**MATERIAL PROVIDED**
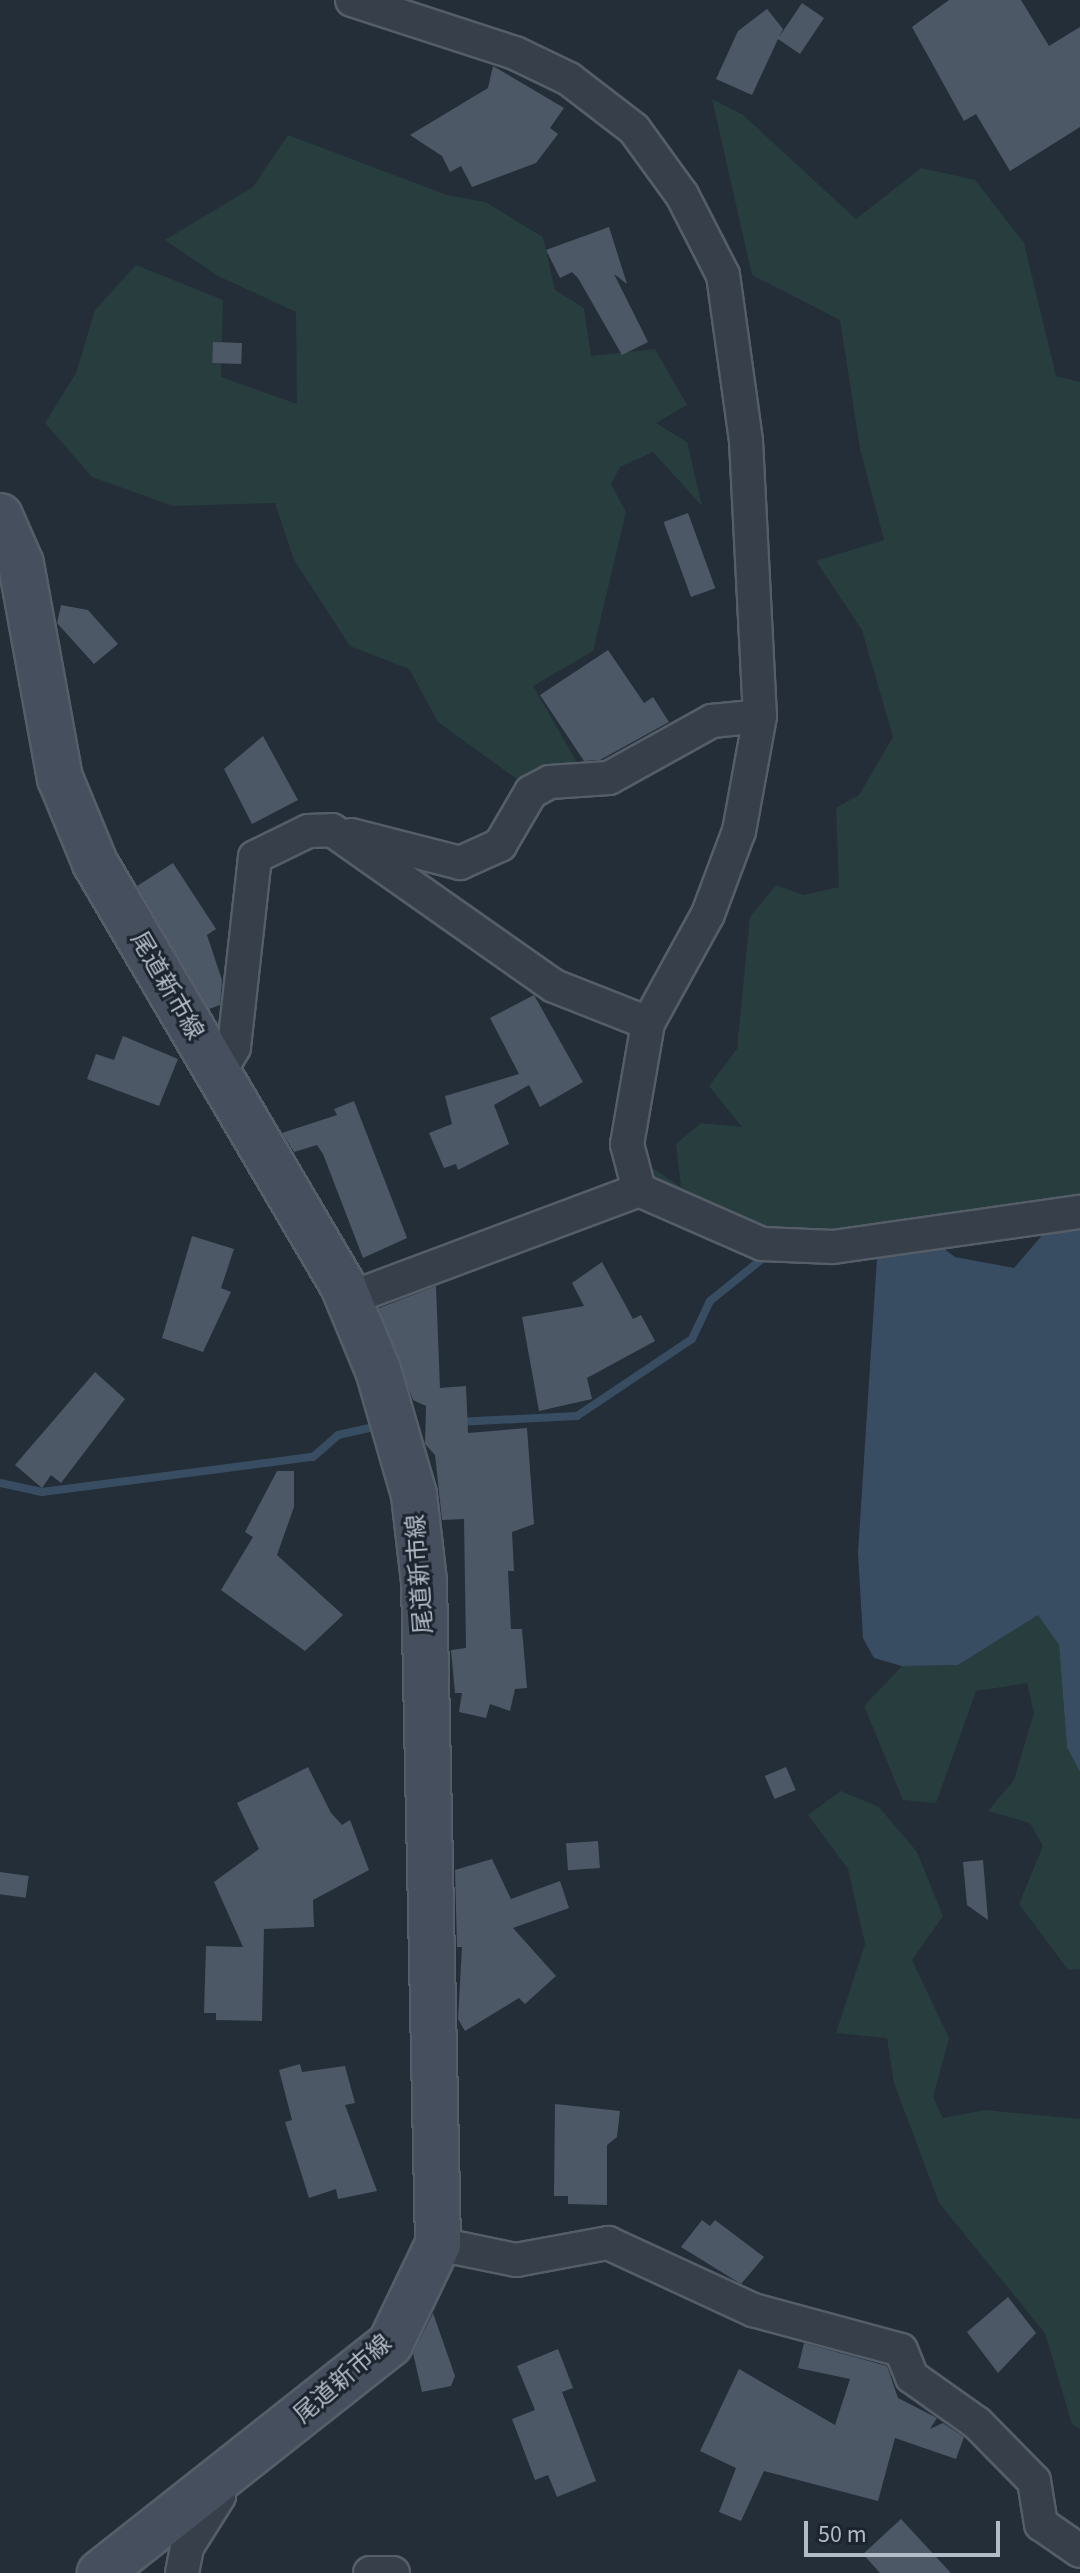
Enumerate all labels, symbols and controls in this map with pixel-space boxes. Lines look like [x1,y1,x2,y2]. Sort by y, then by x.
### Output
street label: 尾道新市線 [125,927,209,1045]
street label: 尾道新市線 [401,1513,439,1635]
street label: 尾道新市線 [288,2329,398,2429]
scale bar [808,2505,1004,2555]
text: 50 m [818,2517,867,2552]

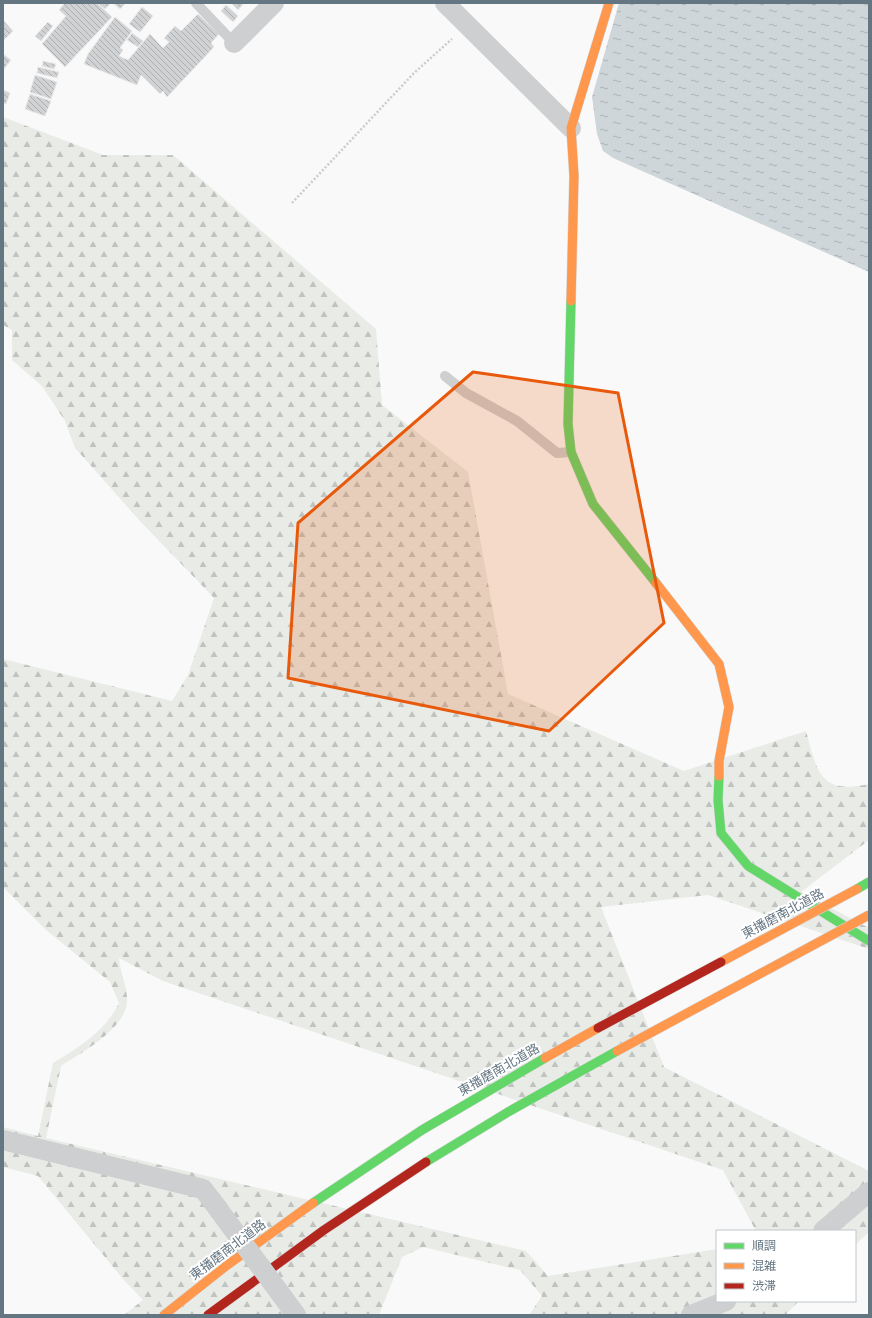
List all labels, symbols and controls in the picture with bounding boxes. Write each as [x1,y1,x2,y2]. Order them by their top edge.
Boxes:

**WORK INSTRUCTIONS**
Only the pictures are to be left out; copy all the remaining material above exactly.

**ANSWER TO THIS EXERCISE**
Enumerate all labels, symbols and controls in this map with pixel-space boxes. Lines look like [x1,y1,x2,y2]. Sort by y, then by x.
### Output
street label: 尾道新市線 [125,927,209,1045]
street label: 尾道新市線 [401,1513,439,1635]
street label: 尾道新市線 [288,2329,398,2429]
scale bar [808,2505,1004,2555]
text: 50 m [818,2517,867,2552]

List all labels, symbols and controls in the picture with bounding boxes. Write each as [x1,y1,x2,y2]. Order them by their top edge.
Boxes:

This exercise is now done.